However, when we move away from the dinner, the film loses any sense of momentum. While Jackson and Rao’s biographies are compelling, we are only given cliff-notes versions of their previous careers and lives. Rao’s congressional campaign is inserted only briefly to contextualize her work with Race2Dinner, when it really could’ve been an entire section of the film itself. 

The same goes for Jackson’s discussion of the intersections of white liberal feminism and white supremacy, moving from the first woman congressman (and noted racist) Rebecca Latimer Felton to Amy Cooper (who infamously called the cops on birder Christian Cooper in Central Park in 2020), within the span of a few minutes, sacrificing nuance and context in the process.

This isn’t to say that these sections aren’t important or interesting. But, they are underdeveloped, as Specht tries to cram too much into a film with such a short runtime. Because of this, everything we are given is surface-level. Instead of diving into Rao and Jackson’s methodology, we are only given snippets of their dinner conversations, business model, family lives, histories, and socio-historical context. 

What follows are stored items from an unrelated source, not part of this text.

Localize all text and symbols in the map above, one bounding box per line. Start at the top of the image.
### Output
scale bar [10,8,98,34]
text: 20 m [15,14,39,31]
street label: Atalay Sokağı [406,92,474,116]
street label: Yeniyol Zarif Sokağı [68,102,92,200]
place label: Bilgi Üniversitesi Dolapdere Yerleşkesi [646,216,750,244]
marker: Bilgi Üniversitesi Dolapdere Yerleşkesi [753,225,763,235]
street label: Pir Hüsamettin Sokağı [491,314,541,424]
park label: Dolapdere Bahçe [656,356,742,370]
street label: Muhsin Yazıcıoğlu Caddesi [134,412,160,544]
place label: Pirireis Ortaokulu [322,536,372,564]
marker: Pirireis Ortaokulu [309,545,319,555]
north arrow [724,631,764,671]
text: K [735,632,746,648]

There’s a much better documentary hiding somewhere within “Deconstructing Karen,” one that perhaps only focuses on the dinner party and isn’t so completely aligned with Rao and Jackson’s point of view. This isn’t to say that documentaries need, or should, be objective. But here the relationship between subject and storyteller seems to be so infinitesimal that one wonders who exactly the film is made for. As a feature-length advertisement for Race2Dinner, it doesn’t do enough to sell the product, and as an introduction to anti-racist discussions and pedagogies, it never dives deep enough. [C]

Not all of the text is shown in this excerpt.